**TASK STATEMENT:** For the full listing below, write out each entry exactly and exclude the images.

┌──

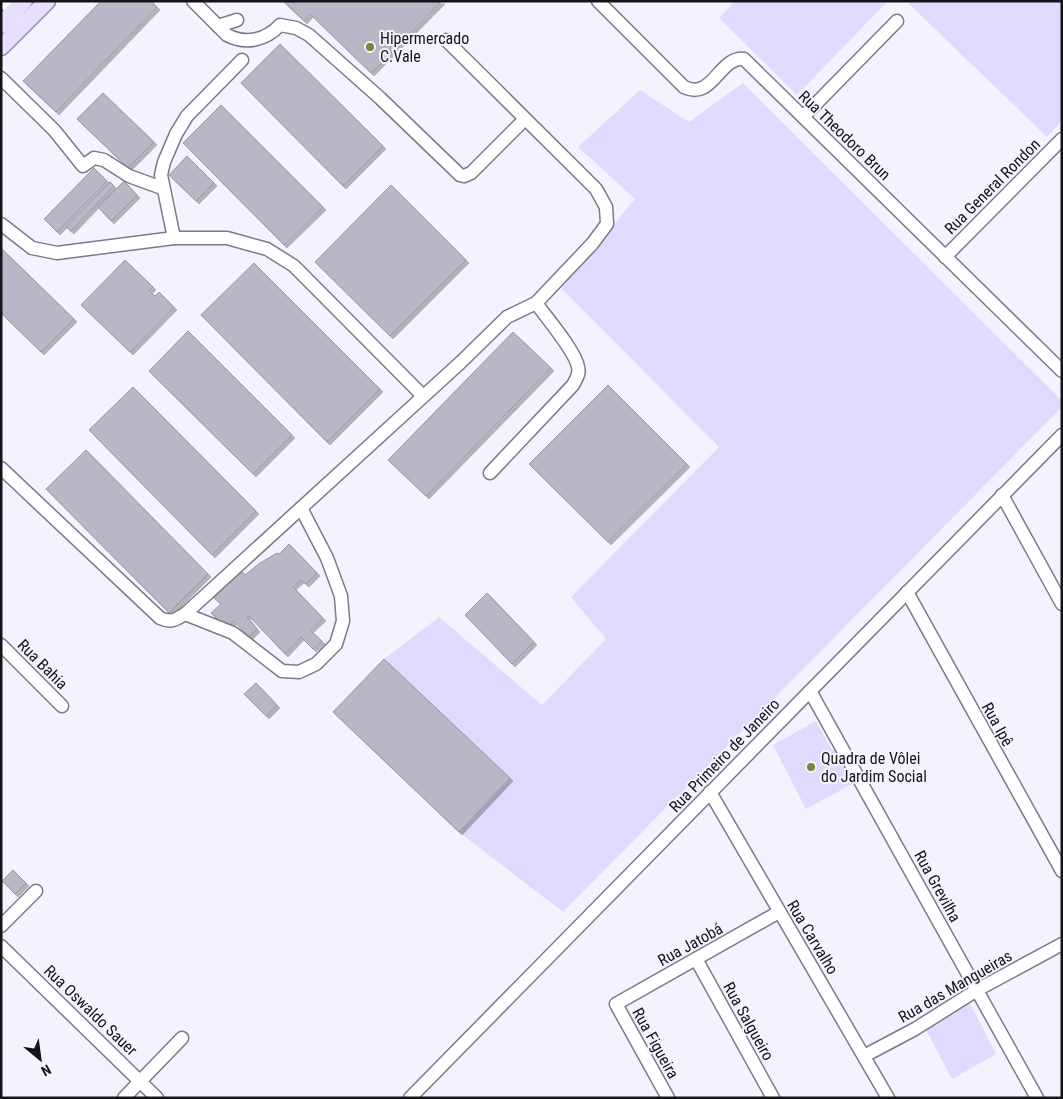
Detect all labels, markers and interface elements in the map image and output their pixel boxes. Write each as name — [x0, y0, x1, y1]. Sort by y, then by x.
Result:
place label: Hipermercado C.Vale — [380, 29, 469, 66]
marker: Hipermercado C.Vale — [364, 41, 376, 53]
street label: Rua Theodoro Brun — [795, 87, 895, 184]
street label: Rua General Rondon — [941, 135, 1044, 238]
street label: Rua Bahia — [14, 635, 72, 693]
street label: Rua Primeiro de Janeiro — [665, 695, 784, 816]
street label: Rua Ipê — [978, 699, 1017, 749]
place label: Quadra de Vôlei do Jardim Social — [821, 749, 927, 786]
marker: Quadra de Vôlei do Jardim Social — [805, 761, 817, 773]
street label: Rua Grevilha — [910, 847, 965, 925]
street label: Rua Carvalho — [783, 897, 842, 978]
street label: Rua Jatobá — [655, 919, 726, 970]
street label: Rua das Mangueiras — [895, 946, 1015, 1027]
street label: Rua Oswaldo Sauer — [40, 961, 141, 1060]
street label: Rua Salgueiro — [719, 979, 778, 1064]
street label: Rua Figueira — [628, 1005, 683, 1082]
north arrow — [15, 1034, 65, 1084]
text: N — [39, 1061, 54, 1079]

└──

**ANSWER SPACE:**
Detect all labels, markers and interface elements in the map image and output their pixel boxes. Write each as name — [x0, y0, x1, y1]. Sort by y, then by x.
Result:
place label: Hipermercado C.Vale — [380, 29, 469, 66]
marker: Hipermercado C.Vale — [364, 41, 376, 53]
street label: Rua Theodoro Brun — [795, 87, 895, 184]
street label: Rua General Rondon — [941, 135, 1044, 238]
street label: Rua Bahia — [14, 635, 72, 693]
street label: Rua Primeiro de Janeiro — [665, 695, 784, 816]
street label: Rua Ipê — [978, 699, 1017, 749]
place label: Quadra de Vôlei do Jardim Social — [821, 749, 927, 786]
marker: Quadra de Vôlei do Jardim Social — [805, 761, 817, 773]
street label: Rua Grevilha — [910, 847, 965, 925]
street label: Rua Carvalho — [783, 897, 842, 978]
street label: Rua Jatobá — [655, 919, 726, 970]
street label: Rua das Mangueiras — [895, 946, 1015, 1027]
street label: Rua Oswaldo Sauer — [40, 961, 141, 1060]
street label: Rua Salgueiro — [719, 979, 778, 1064]
street label: Rua Figueira — [628, 1005, 683, 1082]
north arrow — [15, 1034, 65, 1084]
text: N — [39, 1061, 54, 1079]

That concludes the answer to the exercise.